ACTIVITY ▸
Whenever a line in the data below includes the string "scale", copy it out.

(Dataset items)
* * * * *

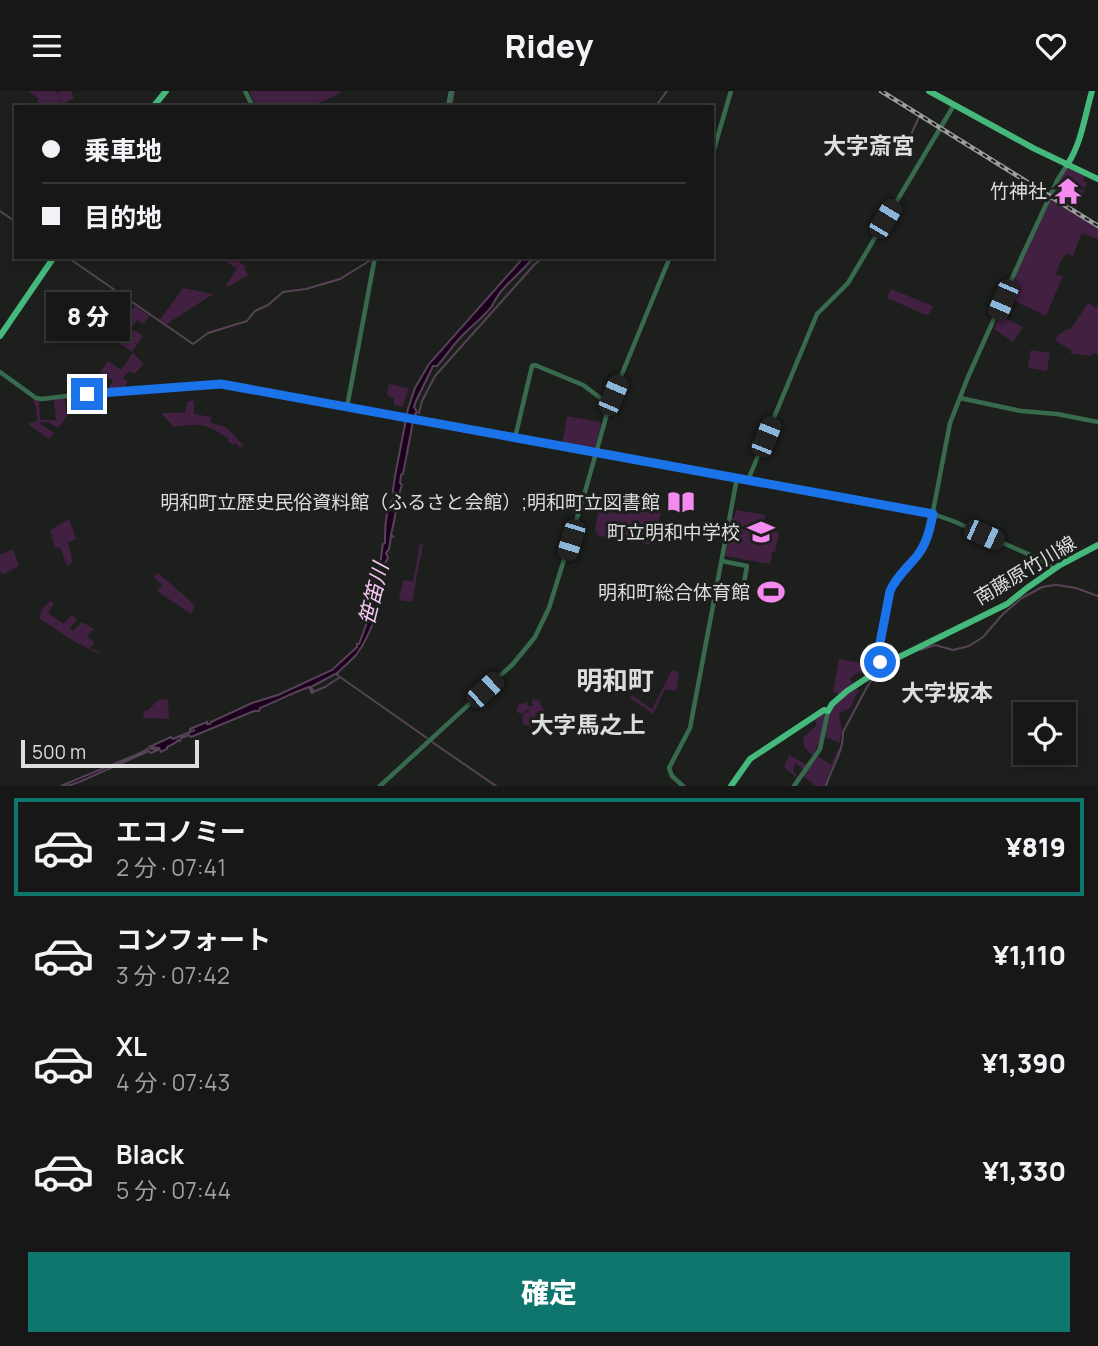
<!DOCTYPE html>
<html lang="ja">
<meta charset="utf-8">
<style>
body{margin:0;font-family:Manrope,"Noto Sans JP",sans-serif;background:#1f201f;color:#f1f3f6;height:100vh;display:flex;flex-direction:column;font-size:26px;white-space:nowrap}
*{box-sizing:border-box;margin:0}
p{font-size:23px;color:#9e9fa1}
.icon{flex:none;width:38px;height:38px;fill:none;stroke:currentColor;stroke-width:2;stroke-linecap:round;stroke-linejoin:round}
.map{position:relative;height:695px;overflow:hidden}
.panel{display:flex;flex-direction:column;background:#161716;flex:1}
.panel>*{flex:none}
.guide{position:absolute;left:14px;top:14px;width:700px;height:154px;border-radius:0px;box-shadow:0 4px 10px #0003,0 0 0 2px #353635;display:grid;align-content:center;height:154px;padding:0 28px;background:#161716}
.fabs{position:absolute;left:1013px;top:611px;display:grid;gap:14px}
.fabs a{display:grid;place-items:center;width:63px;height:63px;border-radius:0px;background:#161716;box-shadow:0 4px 10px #0003,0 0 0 2px #353635;font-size:35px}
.scale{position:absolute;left:21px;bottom:18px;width:178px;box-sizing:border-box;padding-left:7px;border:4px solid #dcdedd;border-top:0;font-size:19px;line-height:24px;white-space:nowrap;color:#dcdedd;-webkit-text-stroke:5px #1d1f1d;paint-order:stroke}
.end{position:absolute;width:32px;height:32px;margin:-16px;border:9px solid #1a73e8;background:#fff;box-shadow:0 0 0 4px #fff}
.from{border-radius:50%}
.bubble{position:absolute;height:49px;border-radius:0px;background:#161716;box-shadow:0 4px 10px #0003,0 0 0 2px #353635;font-size:23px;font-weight:800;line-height:49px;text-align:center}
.car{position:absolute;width:21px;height:42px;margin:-21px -10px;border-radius:9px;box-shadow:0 0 5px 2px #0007;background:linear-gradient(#222 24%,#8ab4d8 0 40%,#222 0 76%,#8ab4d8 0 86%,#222 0)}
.guide b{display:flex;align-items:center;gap:24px;height:66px;font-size:26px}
.guide b+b{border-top:2px solid #353635}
.guide i{width:18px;height:18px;background:#f1f3f6}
ul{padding:12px 0 0;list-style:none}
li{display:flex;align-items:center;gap:21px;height:98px;margin:0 14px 10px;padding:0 14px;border:4px solid transparent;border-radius:0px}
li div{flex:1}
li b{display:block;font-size:26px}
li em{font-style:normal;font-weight:800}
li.on{border-color:#0f766e}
li>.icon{width:63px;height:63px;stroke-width:1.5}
.cta{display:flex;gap:14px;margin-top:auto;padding:14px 28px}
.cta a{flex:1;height:80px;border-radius:0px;background:#0f766e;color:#fff;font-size:28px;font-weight:800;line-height:80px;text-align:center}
header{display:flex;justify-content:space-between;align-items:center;height:91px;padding:0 28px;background:#161716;font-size:32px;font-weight:800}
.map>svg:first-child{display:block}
.green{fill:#422041}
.water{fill:#1d001d;stroke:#564357;stroke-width:2}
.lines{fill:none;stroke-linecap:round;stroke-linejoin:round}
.stream{stroke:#564357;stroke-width:2}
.minor{stroke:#386b4e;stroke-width:4.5}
.major{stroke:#45b87c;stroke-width:6}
.rail-casing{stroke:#9c9e9d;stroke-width:4.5}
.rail{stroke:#1d1f1d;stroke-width:2;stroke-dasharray:5;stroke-linecap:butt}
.route{stroke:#1a73e8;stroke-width:9}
.labels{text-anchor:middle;stroke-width:6;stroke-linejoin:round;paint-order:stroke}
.poi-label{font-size:19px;fill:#dcdedd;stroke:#1d1f1d;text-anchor:end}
.street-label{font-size:19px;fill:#dcdedd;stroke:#1d1f1d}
.water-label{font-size:21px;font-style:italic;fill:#f8c8f5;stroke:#1d1f1d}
.quarter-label{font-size:23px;font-weight:bold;fill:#dcdedd;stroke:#1d1f1d}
.district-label{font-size:26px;font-weight:bold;fill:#dcdedd;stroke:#1d1f1d}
</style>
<header><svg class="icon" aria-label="menu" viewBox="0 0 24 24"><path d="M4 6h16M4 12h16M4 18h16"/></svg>Ridey<svg class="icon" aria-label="heart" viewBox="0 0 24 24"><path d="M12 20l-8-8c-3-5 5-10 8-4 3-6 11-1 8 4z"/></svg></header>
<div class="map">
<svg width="1098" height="695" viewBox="0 0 1098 695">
<rect width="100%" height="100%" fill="#1d1f1d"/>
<g class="green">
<path d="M28,0H59L56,1V3L62,0H71L74,7L62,13L58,7L62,16H35L39,8Z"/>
<path d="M249,0H342C317,19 287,16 257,16Z"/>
<path d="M1069,77L1086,84L1083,90L1087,92L1077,117L1053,103L1065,78Z"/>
<path d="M1051,108L1098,137V148L1082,142L1073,165L1067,162L1062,168L1055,184L1063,185L1046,225L1015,210L1006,209L1023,167Z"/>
<path d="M220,166H232L247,176L244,177L248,184L228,196L226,194L237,178Z"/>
<path d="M183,197L213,203L167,233L160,229Z"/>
<path d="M891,198L933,215L930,222L926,224L887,207Z"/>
<path d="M1088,212L1096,217L1098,212V263L1093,262L1091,265L1070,262L1072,259L1055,250L1058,244L1067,238L1070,239Z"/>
<path d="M135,215L149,225L144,233L137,229L132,236L120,229L128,235L123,243L127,247L134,239L143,245L132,261L110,246L115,238L110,234L115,226L118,228L127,226Z"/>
<path d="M1000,224L1023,236L1013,251L994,238Z"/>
<path d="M1031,259L1050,262L1047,280L1028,277Z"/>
<path d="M133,262L144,273L134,283L129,280L123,287L128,291L124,297L108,298L113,290L100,281L108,270L121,279Z"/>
<path d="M389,293L409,297L402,316L394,314V308L387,304Z"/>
<path d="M64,307L67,325L58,337L48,331L39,332L54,342L49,348L29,334V332L37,330L36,316L33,309H39L40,329H56L54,308Z"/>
<path d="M188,310H194V323L211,326L210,331L227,337L243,354L240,357L235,352L233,354L228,350L229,348C205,332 202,332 174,336L162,323L163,322H185Z"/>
<path d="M567,325L600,331L601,333L595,356L592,359L562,353Z"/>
<path d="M601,408L659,418L661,420L654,454L599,445L595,440L600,409Z"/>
<path d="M736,419L765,424L763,439L779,442L775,461H772L770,473L725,465L732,427H734Z"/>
<path d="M69,428L76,448L68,452L73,472L67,475L60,456L55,457L50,439Z"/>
<path d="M420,453H423L412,511L399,509L403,489L413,491Z"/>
<path d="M13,458L19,475L2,484L0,479V464Z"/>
<path d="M158,482L195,514L191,523L157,500L162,494L154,486Z"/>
<path d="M50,510L54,512L48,522L64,533L71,524L77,528L70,537L73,540L82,531L94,538L87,545L95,551L90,557L100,561L99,563L70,548L39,527L42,519Z"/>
<path d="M839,568L865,573L864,575L867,579L861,583L859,581L850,587L853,593L840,603L833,601Z"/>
<path d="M672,579L679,581L676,600L665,598L653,623L630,607L632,604L652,618Z"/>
<path d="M855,598L859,599L850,617L839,623L842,641L839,652L822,644L814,663L831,674L838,658L840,659L828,683L825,695H816L803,685L806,680L795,672L793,680L798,686L797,687L784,676L789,664L809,675L815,667L804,656L803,647L817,634L814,628Z"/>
<path d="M534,606L535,610L539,609L545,622L544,623L537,621L531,636L523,633V624L529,620V618L523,623L516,621L519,612L524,613L527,610L528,615H533L532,609Z"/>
<path d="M168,608L169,628L144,627L143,620L148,619L158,609Z"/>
</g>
<path class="water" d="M524,166H534C525,177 514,186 504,197C499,202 495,209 492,215C483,227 471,235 461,246C452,255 446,265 437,275H433L416,310L414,316L417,321L415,323L416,325H414L403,383L401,384L400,392L402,394L399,403L400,407L398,408C396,420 394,431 391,444L394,446L391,445L389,458L386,462L388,467L385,472C386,498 373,542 356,564C350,571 343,576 337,582L338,584L335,583L311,596L314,601L312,602L309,596C292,602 277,610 260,617L259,620H254L191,646L189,644L181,647L180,650L178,649L175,652L167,656V658L161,661L159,657L152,656L151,658L158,659L151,662L149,660L79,691L67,695H61L138,663L148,658L149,656L171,646L173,648L195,639L190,641V638L207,631V633H210L211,631L252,612L278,604L332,579L357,556V553H359L371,521L376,491C380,484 381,463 383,453L385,452C385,438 385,418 394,407L393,399L395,385L408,318L415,297L429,273Z"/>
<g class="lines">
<g class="stream">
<path d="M451,16L454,0"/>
<path d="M655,16L667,0"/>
<path d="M910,46L919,26"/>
<path d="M0,120L16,131"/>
<path d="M67,166L193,253L208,242L247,230L255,220L268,214L283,201L306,198L340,188L374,167"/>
<path d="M419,322L422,310L435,285L535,173L544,166"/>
<path d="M1057,494L1076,497L1098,505"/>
<path d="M920,559L935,554L953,559L969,555L983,546L1003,523L1022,507L1042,496L1055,494"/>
<path d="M870,591L885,578"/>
<path d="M868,595L869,593"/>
<path d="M313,601L325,596L340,586L427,647"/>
<path d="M432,651L496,695"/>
<path d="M826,695C831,676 844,661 843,641L867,596"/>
</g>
<g class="minor">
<path d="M245,0L253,16"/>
<path d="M448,16L451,0"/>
<path d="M712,65L731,0"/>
<path d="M0,281L36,307L42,308L108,300L221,293L933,423L953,430L1037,467L1054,478"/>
<path d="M960,307L1021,320L1057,323L1098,331"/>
<path d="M347,316L375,166"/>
<path d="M515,347L532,275L535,274L583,294L610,314"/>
<path d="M748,389L817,223L848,192L954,14"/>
<path d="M722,470L747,475L744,492"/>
<path d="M883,576L878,563L890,500L895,491L919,462L926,450L930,436L950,332L968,286L1023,163L1058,88L1067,74"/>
<path d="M380,695L513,573L535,546L549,517L585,401L610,312L670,166"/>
<path d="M683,695L672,685L669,677L690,637L737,387"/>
<path d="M794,695L820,658L828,620"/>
</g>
<g class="major">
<path d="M929,0L1033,57L1098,88"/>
<path d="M153,16L166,0"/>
<path d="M1067,74C1081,54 1085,24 1092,0"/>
<path d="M0,245L54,166"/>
<path d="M731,695L750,668L824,619L828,620L832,613L847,600L899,566L1007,513L1027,497L1060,474L1098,454"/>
</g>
<defs>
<path id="rail" d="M881,0L1098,135"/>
</defs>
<use href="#rail" class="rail-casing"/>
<use href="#rail" class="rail"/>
</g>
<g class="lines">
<path class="route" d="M87,303L221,293L933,423C930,438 927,452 917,465C908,476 896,486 890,500L878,562L880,571"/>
</g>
<defs>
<symbol id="temple-bare" viewBox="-9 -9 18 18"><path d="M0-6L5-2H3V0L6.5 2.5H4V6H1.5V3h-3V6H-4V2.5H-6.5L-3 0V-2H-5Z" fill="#f489f0" stroke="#1d1f1d" stroke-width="2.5" paint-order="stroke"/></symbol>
<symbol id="library-bare" viewBox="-9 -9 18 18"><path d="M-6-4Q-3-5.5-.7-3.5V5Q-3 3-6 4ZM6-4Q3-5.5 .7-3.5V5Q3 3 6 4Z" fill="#f489f0" stroke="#1d1f1d" stroke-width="2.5" paint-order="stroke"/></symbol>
<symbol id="school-bare" viewBox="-9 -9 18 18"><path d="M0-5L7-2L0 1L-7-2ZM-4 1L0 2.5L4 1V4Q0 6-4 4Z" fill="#f489f0" stroke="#1d1f1d" stroke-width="2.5" paint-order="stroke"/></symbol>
<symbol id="stadium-bare" viewBox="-9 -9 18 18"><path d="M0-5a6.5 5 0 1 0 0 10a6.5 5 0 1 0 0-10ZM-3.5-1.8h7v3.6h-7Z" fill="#f489f0" stroke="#1d1f1d" stroke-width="2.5" paint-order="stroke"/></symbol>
</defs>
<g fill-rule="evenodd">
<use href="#temple-bare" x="1049" y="81" width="38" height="38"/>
<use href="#library-bare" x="662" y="392" width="38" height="38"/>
<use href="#school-bare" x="742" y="422" width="38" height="38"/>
<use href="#stadium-bare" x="752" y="482" width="38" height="38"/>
</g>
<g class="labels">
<g class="poi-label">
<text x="1047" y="107">竹神社</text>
<text x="660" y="418">明和町立歴史民俗資料館（ふるさと会館）;明和町立図書館</text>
<text x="740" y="448">町立明和中学校</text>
<text x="750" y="508">明和町総合体育館</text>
</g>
<g class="street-label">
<text transform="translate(1025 479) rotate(-31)" y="7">南藤原竹川線</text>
</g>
<g class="water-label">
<text transform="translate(374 503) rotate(-76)" y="7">笹笛川</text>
</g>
<g class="quarter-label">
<text x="869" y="63">大字斎宮</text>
<text x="947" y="610">大字坂本</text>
<text x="588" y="642">大字馬之上</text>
</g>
<g class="district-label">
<text x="615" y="599">明和町</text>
</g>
</g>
</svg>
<div class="fabs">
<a><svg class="icon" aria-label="locate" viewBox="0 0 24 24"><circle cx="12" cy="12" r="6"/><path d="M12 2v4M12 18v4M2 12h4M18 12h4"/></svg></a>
</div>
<div class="scale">500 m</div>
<i class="end from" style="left:880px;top:571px"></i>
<i class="end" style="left:87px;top:303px"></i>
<div class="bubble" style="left:46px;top:201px;width:84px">8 分</div>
<i class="car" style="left:885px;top:128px;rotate:31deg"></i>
<i class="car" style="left:1003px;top:209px;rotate:203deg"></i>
<i class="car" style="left:613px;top:304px;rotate:23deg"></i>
<i class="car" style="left:766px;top:346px;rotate:22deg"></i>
<i class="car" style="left:984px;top:444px;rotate:114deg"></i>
<i class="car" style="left:571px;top:449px;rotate:197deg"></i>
<i class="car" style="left:485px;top:599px;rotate:47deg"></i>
<div class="guide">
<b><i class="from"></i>乗車地</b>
<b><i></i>目的地</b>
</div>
</div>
<section class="panel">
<ul>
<li class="on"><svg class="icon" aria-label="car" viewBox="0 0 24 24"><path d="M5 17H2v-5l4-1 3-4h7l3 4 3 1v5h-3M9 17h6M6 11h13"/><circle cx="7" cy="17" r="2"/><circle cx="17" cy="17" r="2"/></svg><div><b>エコノミー</b><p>2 分 · 07:41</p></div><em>¥819</em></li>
<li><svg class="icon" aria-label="car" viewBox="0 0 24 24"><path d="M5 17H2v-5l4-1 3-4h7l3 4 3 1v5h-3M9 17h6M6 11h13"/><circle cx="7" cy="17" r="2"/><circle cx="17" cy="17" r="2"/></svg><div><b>コンフォート</b><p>3 分 · 07:42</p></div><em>¥1,110</em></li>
<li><svg class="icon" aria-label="car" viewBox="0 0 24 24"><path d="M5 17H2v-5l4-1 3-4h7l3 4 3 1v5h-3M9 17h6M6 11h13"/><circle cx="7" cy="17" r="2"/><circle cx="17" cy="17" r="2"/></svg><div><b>XL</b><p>4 分 · 07:43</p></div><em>¥1,390</em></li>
<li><svg class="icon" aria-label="car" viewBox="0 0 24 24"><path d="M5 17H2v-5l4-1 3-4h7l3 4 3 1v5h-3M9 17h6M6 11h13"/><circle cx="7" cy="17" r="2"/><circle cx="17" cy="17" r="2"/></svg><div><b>Black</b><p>5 分 · 07:44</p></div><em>¥1,330</em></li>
</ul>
<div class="cta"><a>確定</a></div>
</section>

* * * * *

EXPECTED ANSWER ▸
.scale{position:absolute;left:21px;bottom:18px;width:178px;box-sizing:border-box;padding-left:7px;border:4px solid #dcdedd;border-top:0;font-size:19px;line-height:24px;white-space:nowrap;color:#dcdedd;-webkit-text-stroke:5px #1d1f1d;paint-order:stroke}
<div class="scale">500 m</div>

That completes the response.